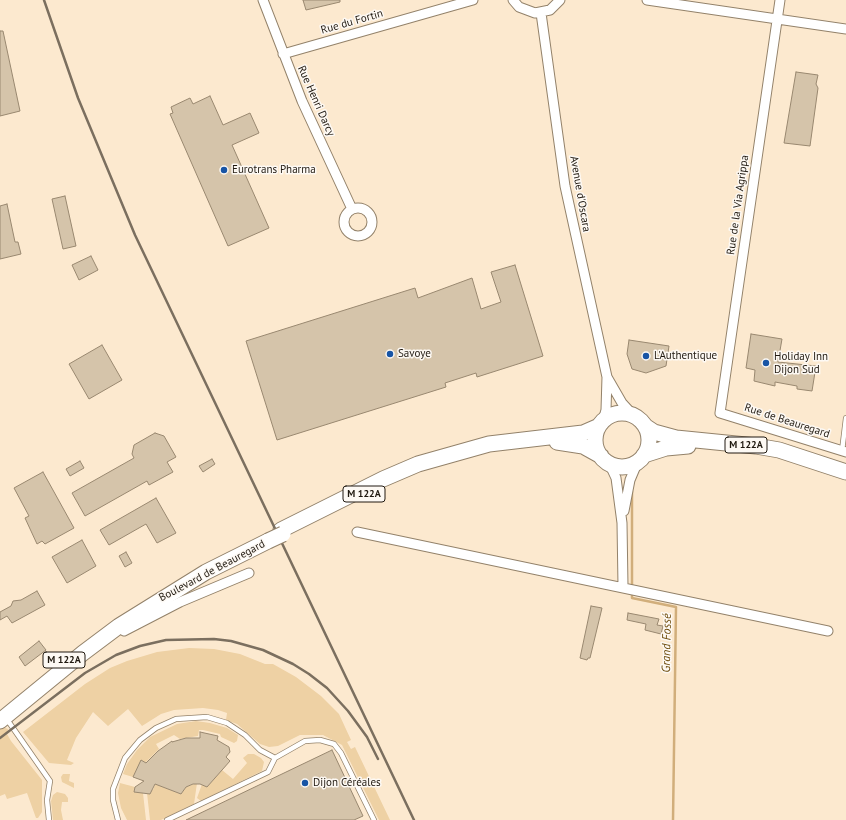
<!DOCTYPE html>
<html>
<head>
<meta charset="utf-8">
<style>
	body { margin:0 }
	canvas { display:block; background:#fce9cf }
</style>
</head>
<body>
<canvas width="846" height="820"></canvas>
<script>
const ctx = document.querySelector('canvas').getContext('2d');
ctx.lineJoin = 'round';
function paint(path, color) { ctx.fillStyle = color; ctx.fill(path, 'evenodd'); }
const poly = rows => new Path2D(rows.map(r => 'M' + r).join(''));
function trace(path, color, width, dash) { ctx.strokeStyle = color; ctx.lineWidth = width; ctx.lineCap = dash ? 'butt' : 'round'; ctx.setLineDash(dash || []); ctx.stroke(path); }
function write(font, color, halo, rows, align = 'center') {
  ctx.font = font + ' "PT Sans",sans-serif'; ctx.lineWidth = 3; ctx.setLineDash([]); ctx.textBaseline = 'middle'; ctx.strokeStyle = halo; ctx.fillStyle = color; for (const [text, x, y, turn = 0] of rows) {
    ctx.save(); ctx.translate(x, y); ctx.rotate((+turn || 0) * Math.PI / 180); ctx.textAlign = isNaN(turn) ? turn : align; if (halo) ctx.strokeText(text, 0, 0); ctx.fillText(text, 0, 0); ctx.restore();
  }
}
paint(poly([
	[189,648,214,649,240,654,265,664,273,664,296,677,321,696,339,714,351,740,347,742,351,749,355,747,390,820,379,820,342,745,323,735,300,735,278,746,269,747,260,744,237,724,226,720,227,713,218,710,203,708,174,710,161,714,142,726,128,709,108,726,93,712,76,738,67,760,74,763,71,765,49,763,23,732,85,684,110,668,127,661,157,652],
	[196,721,210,723,227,728,238,735,237,741,234,743,221,737,220,734,203,730,199,730,198,736,180,739,174,735,156,744,159,749,145,763,141,761,133,777,123,774,127,764,137,750,150,737,177,724],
	[0,726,8,729,7,734,11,741,42,780,42,812,38,818,36,818,27,793,7,799,5,794,0,796],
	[248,754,254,754,261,758,264,762,262,771,201,801,197,798,202,784,207,787,222,770,233,779,247,763,243,758],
	[63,774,70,774,69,781,74,783,74,788,62,782,61,777],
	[157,779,163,787,181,794,186,787,197,783,194,804,161,820,150,820,147,793,150,794,151,790,153,790],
	[120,783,135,787,135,792,143,793,146,820,127,820,121,808,118,793],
	[57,792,65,794,68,798,68,802,62,802,61,810,63,820,53,820,51,801,53,795]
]), '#eed1a4');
trace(poly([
	[632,491,632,588],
	[632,593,632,598,676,607,673,820]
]), '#d1ae7b', 2.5);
const building = poly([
	[303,0,340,0,340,2,306,10,303,0],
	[0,31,3,31,20,111,0,116,0,31],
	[796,72,818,75,816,84,818,88,810,146,784,143,796,72],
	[210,96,223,125,250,113,259,133,232,145,269,228,228,246,170,114,173,113,171,107,190,98,193,104,210,96],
	[65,196,76,246,63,249,52,199,65,196],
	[7,204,15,242,18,242,21,254,0,259,0,206,7,204],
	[91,256,98,270,79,280,72,265,91,256],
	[515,265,543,356,477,377,476,373,445,383,446,387,277,440,246,341,415,288,418,298,472,278,481,309,501,302,491,272,515,265],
	[751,334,782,339,778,362,816,366,812,391,797,389,797,386,775,382,775,386,754,381,755,370,746,368,751,334],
	[629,340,669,346,666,366,646,373,632,369,627,354,629,340],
	[102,345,122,380,89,399,69,364,102,345],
	[155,433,164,436,176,457,167,462,173,472,149,485,147,481,85,516,72,493,134,458,132,454,134,445,155,433],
	[212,459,215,464,203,472,199,466,212,459],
	[80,461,84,468,70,476,66,469,80,461],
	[43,472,74,528,45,544,42,541,37,544,25,518,29,516,14,488,43,472],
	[156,498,176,533,157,543,146,524,109,545,100,530,156,498],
	[82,540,96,566,67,583,52,557,82,540],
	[126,552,132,563,125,567,119,556,126,552],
	[37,591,45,605,12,623,7,616,0,620,0,612,11,606,13,601,21,600,37,591],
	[591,606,602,608,590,658,588,658,587,660,580,658,591,606],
	[628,613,659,619,657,625,663,626,661,634,645,630,646,624,627,620,628,613],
	[39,641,46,650,25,666,19,657,39,641],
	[200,732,218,736,217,740,229,747,230,752,226,757,230,761,207,787,200,784,193,784,186,787,181,794,155,784,150,794,134,792,135,787,144,781,133,777,141,760,146,763,158,751,172,741,172,742,186,738,200,738,200,732],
	[332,750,363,816,354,820,186,820,332,750]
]);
paint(building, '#d5c4aa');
trace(building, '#998870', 1);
const lane = poly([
	[842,451,846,418],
	[6,718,50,781,47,800,49,820],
	[118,820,113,800,113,789,125,758,140,740,156,728,176,719,207,717,227,723,245,735,260,750,275,758,305,741,320,740,334,744,341,753,374,820],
	[167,820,268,772,275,758]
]);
const street = poly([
	[263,0,302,101,352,209],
	[513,0,519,7,535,13,550,10,560,0],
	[647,0,846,29],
	[780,0,720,413,846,452],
	[541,13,565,186,607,377,606,410,603,421],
	[283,54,473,0],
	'344 222a14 14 0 1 1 28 0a14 14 0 1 1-28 0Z',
	[607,377,622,403,634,416],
	[609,463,616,478,622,523,623,586],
	[624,511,630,480,638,461],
	[357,532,828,631],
	[124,631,180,602,249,573]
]);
const primary = poly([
	'595 440a27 27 0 1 1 54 0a27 27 0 1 1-54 0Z',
	[645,426,654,432,676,438,756,446,779,450,846,472],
	[557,442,583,446,601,456],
	[644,455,666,448,688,446],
	[281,530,383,479,418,464,489,444,583,433,599,426],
	[0,721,83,653,119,626,206,572,268,541]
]);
trace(lane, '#93826a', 6);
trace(street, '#93826a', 11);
trace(primary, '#93826a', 17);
trace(lane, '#fff', 4.5);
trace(street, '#fff', 9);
trace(primary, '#fff', 15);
trace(poly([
	[44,0,78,98,135,235,414,820],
	[0,738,85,673,116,655,140,646,166,640,214,639,231,641,263,650,293,664,309,674,327,688,348,711,367,737,378,759]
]), '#7b6f5f', 2.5);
const primaryBridge = poly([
	[268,541,283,534]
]);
trace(primaryBridge, '#93826a', 17, []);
trace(primaryBridge, '#fff', 15);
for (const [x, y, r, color] of [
	[224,170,4,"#1754a5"],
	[390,354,4,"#1754a5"],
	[646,356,4,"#1754a5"],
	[766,363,4,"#1754a5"],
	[305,783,4,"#1754a5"]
]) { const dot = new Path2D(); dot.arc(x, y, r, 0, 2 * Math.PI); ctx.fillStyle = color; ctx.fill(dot); trace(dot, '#fdf9f4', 1.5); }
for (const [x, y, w] of [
	[746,445,42],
	[364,494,42],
	[64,660,42]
]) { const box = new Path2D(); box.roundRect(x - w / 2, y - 8, w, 16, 3); ctx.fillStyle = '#fdf9f4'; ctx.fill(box); trace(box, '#201910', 1); }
write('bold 10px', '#201910', null, [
	["M 122A",746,445],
	["M 122A",364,494],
	["M 122A",64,660]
]);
write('11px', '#201910', '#fdf9f4', [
	["Rue du Fortin",352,22,-16],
	["Rue Henri Darcy",316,101,66],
	["Avenue d'Oscara",580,194,80],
	["Rue de la Via Agrippa",738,205,-82],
	["Rue de Beauregard",787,421,18],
	["Boulevard de Beauregard",212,571,-28]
]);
write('11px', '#201910', '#fdf9f4', [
	["Eurotrans Pharma",232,170],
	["Savoye",398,354],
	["L'Authentique",654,356],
	["Holiday Inn",774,357],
	["Dijon Sud",774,370],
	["Dijon Céréales",313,783]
], 'left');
write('italic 12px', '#6d4b0a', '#fdf9f4', [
	["Grand Fossé",667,643,-89]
]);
</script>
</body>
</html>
○ ○ ○ ○ ○
#### [Try it]
What are the lines above that hold the string "align"? Copy them.

#### [Completed task]
function write(font, color, halo, rows, align = 'center') {
    ctx.save(); ctx.translate(x, y); ctx.rotate((+turn || 0) * Math.PI / 180); ctx.textAlign = isNaN(turn) ? turn : align; if (halo) ctx.strokeText(text, 0, 0); ctx.fillText(text, 0, 0); ctx.restore();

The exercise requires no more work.